Scientifically, he examines the adaptation of the brain to changing environmental conditions (neural plasticity). He is particularly working on the development and testing of clinical brain-machine interfaces (BMIs) and their combination with non-invasive brain stimulation (NIBS). In 2016, he and his team enabled quadriplegic patients with complete finger paralysis to eat and drink independently using a non-invasive brain/neural hand exoskeleton. In 2019, he demonstrated the feasibility of record the Bereitschaftspotential (or "readiness potential", a brain signal with an intensity of a few millionths of a volt that precedes voluntary movements by up to 1.5 seconds) outside the lab and under extreme conditions, namely before 192-meter bungee jumping.
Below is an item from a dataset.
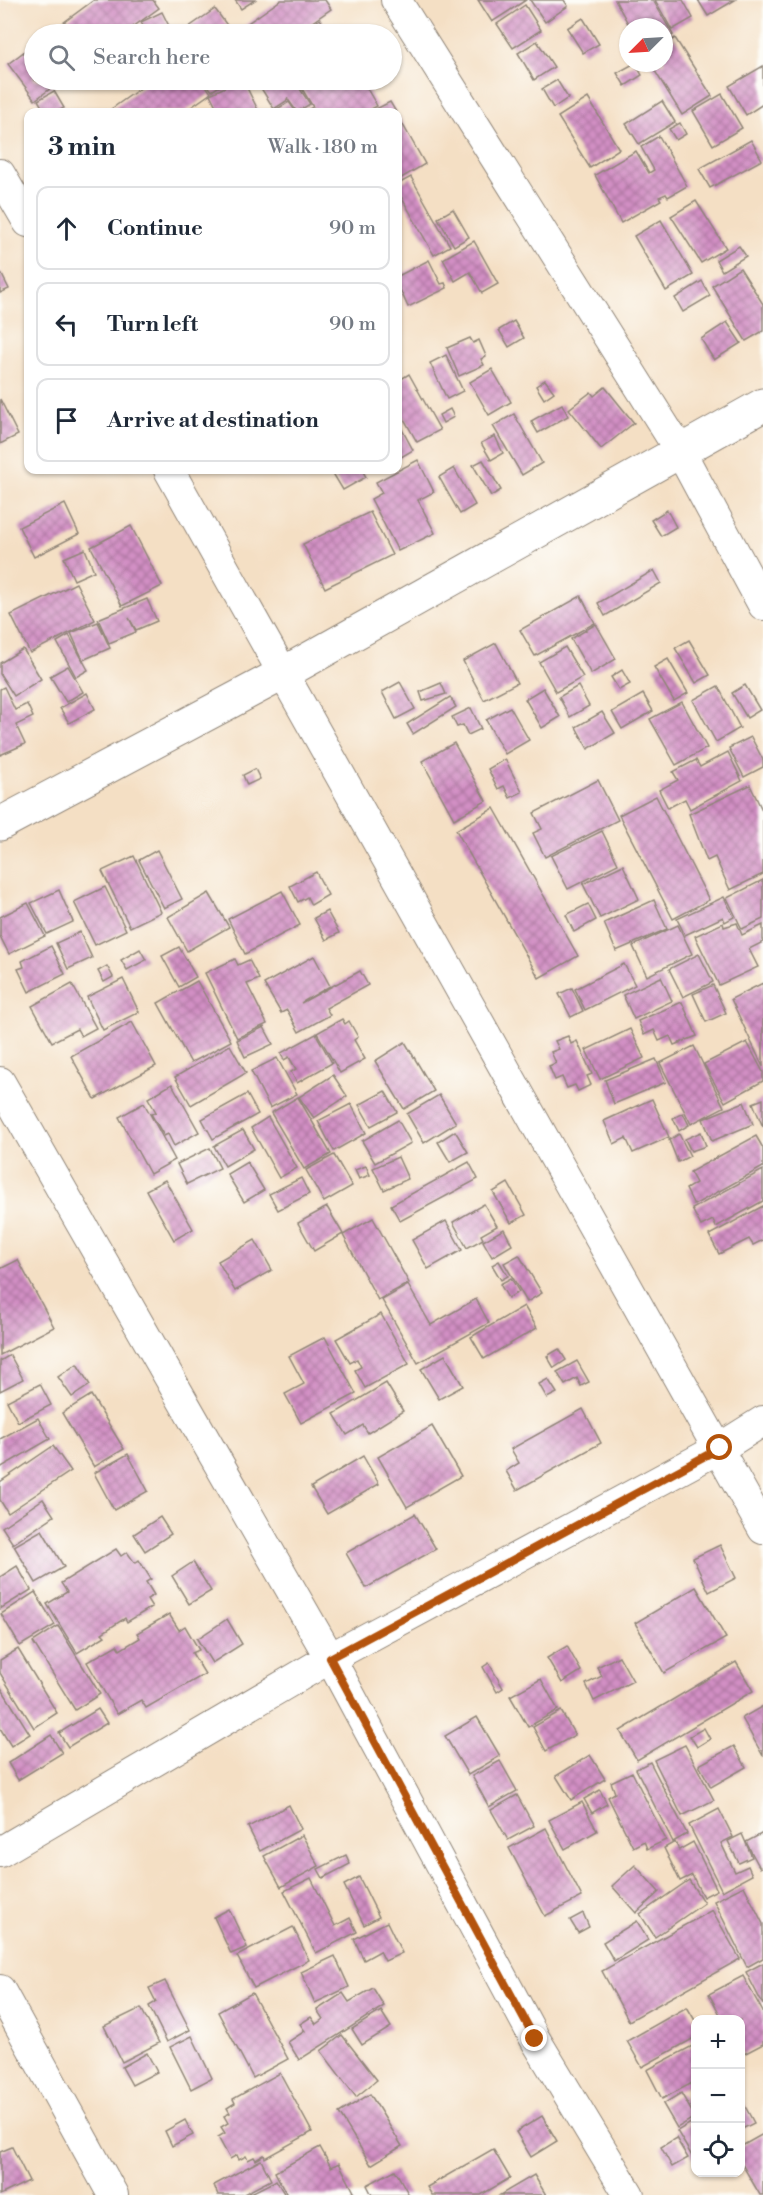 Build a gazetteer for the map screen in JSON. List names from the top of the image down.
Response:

As part of a research fellowship at the National Institute of Neurological Disorders and Stroke (NINDS), he and his colleagues were the first to record neuromagnetic brain activity in the millisecond range while the brain of a human subject underwent transcranial direct current stimulation (tDCS). It is expected that this new method will greatly contribute to a better understanding of electrical brain stimulation's clinical success and to solving various fundamental research questions in neuroscience.

In 2012 he received the International Annual BCI Research Award (together with Niels Birbaumer).